77.- En este  punto, es oportuno resaltar que, el defensor dejó de lado que,  considerando los episodios narrados por Piedrahita  Barrientos  y el bajo nivel de escolaridad del encausado, el ad  quem  partió de la base de una eventual instrumentalización  del procesado a manos de Roldán  Correa,  solo que disipó cualquier duda al respecto, ante la evidencia  de que, dado su arraigo, Sánchez  Serna  conocía a los beneficiarios de los ilícitos contratos  y, sin embargo, no solo los suscribió, sino que signó  la documentación complementaria, lo que le permitió  actualizar, varias veces, su conocimiento sobre los ilícitos.  

78.- Sobre el  particular, el ad  quem  destacó:  

Para Adelmo de  Jesús, a pesar de su poco grado de instrucción, le era  entendible lo que implica firmar también una constancia donde  él mismo acreditaba la realización de una obra, por  ejemplo, de mantenimiento de cunetas desagües o rocerías,  efectuada por el conocido conductor del bus, muy a pesar de que esa  no era su función y que tenía a su cargo la secretaría  de planeación que era la encargada de tales menesteres.  

(…)  

Y que no se  diga que se probó que Adelmo procedía a firmar la  documentación espuria sin leer, ante el acoso del tesorero,  porque de la observación de los documentos, que por demás,  no comportan dificultad alguna para la comprensión de  cualquier persona alfabeta, puede evidenciarse que en algunos debía  leerlos para poder establecer cuál era el lugar donde debía  plasmar su firma y de los cuales, aparece el nombre del reconocido  conductor del único transporte público que había  en la región, esto es, Frank Alberto Betancur.  

Dicha situación  se torna mucho más evidente en las constancias de recibido a  satisfacción firmadas por Adelmo, mismas que aparecen  resaltadas y en mayúscula, y al inicio del único  párrafo de cuatro renglones, en mayúscula el nombre del  contratista. También, en las respectivas órdenes de  trabajo donde se observa que encima de la firma del señor  alcalde, se encuentra en negrilla el nombre y la firma del supuesto  contratista que realizó la obra a satisfacción.  

Ahora, lo  anterior no significa que el acusado Adelmo no haya podido ser  víctima de engaño, pues es una situación que le  puede pasar a cualquier persona sin importar su grado de escolaridad,  pero en el presente caso, esa calidad de víctima no se  demuestra, ante el silencio guardado por esta persona sobre las  presuntas irregularidades cometidas por el tesorero Guillermo Roldán,  y que sólo se vienen a debatir cuando este presunto  “titiritero” ya no puede defenderse por su deceso.  
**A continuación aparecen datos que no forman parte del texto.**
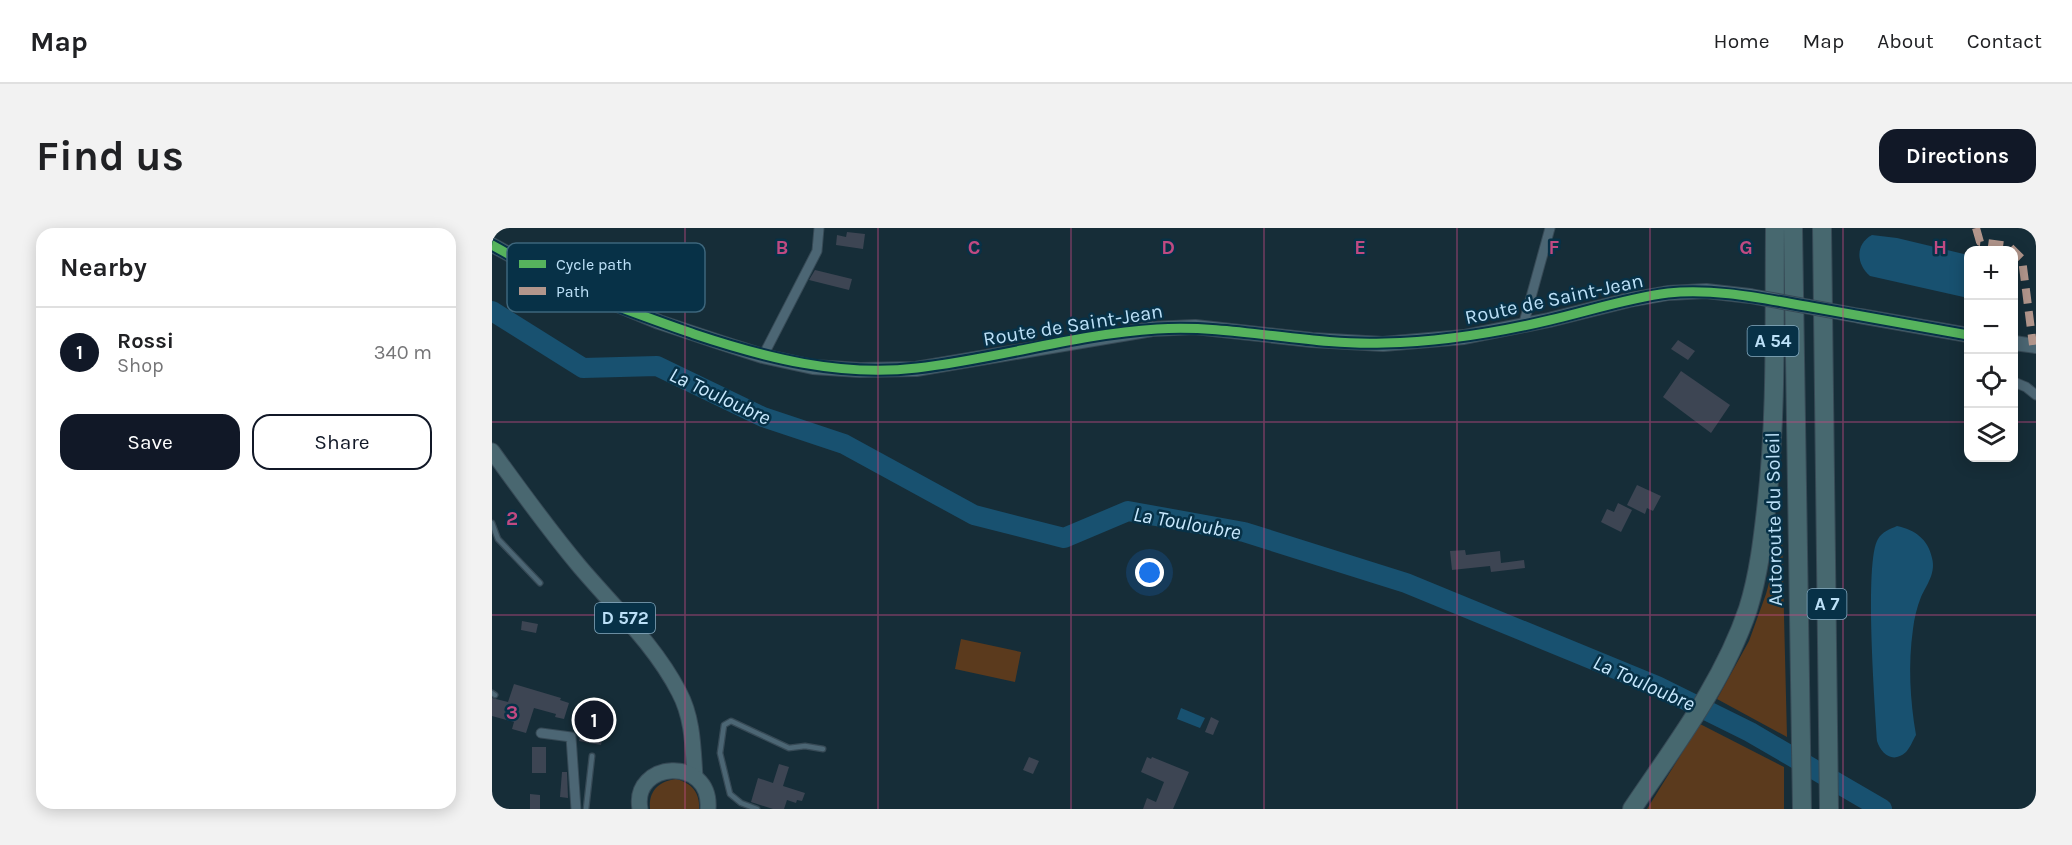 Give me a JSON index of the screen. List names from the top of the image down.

La judicatura  no discute y ello para dar respuesta al recurrente, que Guillermo  Roldán está ampliamente comprometido en las  defraudaciones al erario municipal ni tampoco que haya procedido a  legalizar de manera irregular las actuaciones, como los vales de  anticipo, aspecto que se evidencia en las certificaciones realizadas  el 19 de mayo de 2010, pero esa situación no demuestra la  falta de conocimiento en Adelmo quien coadyuvó a realizar esa  legalización como lo prueba la firma de los documentos, los  cuales, no implicaban, como ya se analizó, la realización  de ningún esfuerzo mental o intelectual, pero sí de  leer al menos para ubicar el sitio donde debía plasmar su  firma.64  

79.- Dicha  argumentación no fue rebatida por el defensor, quien, incluso,  al final de la demanda, se limitó a señalar,  de  manera lacónica,  en una clara petición de principio, que su cliente no leyó  los documentos espurios, porque «la  prueba [que  no identifica]  señala lo contrario»65.  

80.- Ahora, es  verdad que no hay constancia de que el juez colegiado hubiere  valorado el aparte del testimonio de Piedrahita  Barrientos,  acerca de la  práctica del tesorero y de su auxiliar de madrugar a trabajar  a la oficina y, asimismo, constata la Sala que esa información  fue mencionada por la a  quo  a partir de otro testimonio -el  de María  del Carmen Aristizábal Borja  (auxiliar de servicios generales del municipio de Campamento)-,  aunque  no  fue sopesada.  

81.- No obstante,  por fuera de la especulación según la cual aquella  jornada constituye el «momento  más probable para cometer las tropelías, preparar los  documentos que después [el  tesorero]  lograba que le firmara de buena fe el alcalde»66,  el defensor no se ocupó de señalar la trascendencia de  tal omisión, máxime cuando el ad  quem  no ignoró el claro compromiso de Roldán  Correa  -fallecido-   en  los hechos y, que, finalmente, lo que se está juzgando es la  responsabilidad de Sánchez  Serna.  

82.- En cuanto al  testimonio de Blanca  Piedad Ramírez Díez,  de entrada, es notoria la violación del principio de no  contradicción, pues al tiempo que el censor indicó que  se tergiversó lo narrado por ella acerca de lo que percibió  mientras ejerció el cargo de tesorera y sobre el desgreño  administrativo que encontró a su llegada, el letrado aseguró  que no fue valorado, lo que resulta ciertamente excluyente.  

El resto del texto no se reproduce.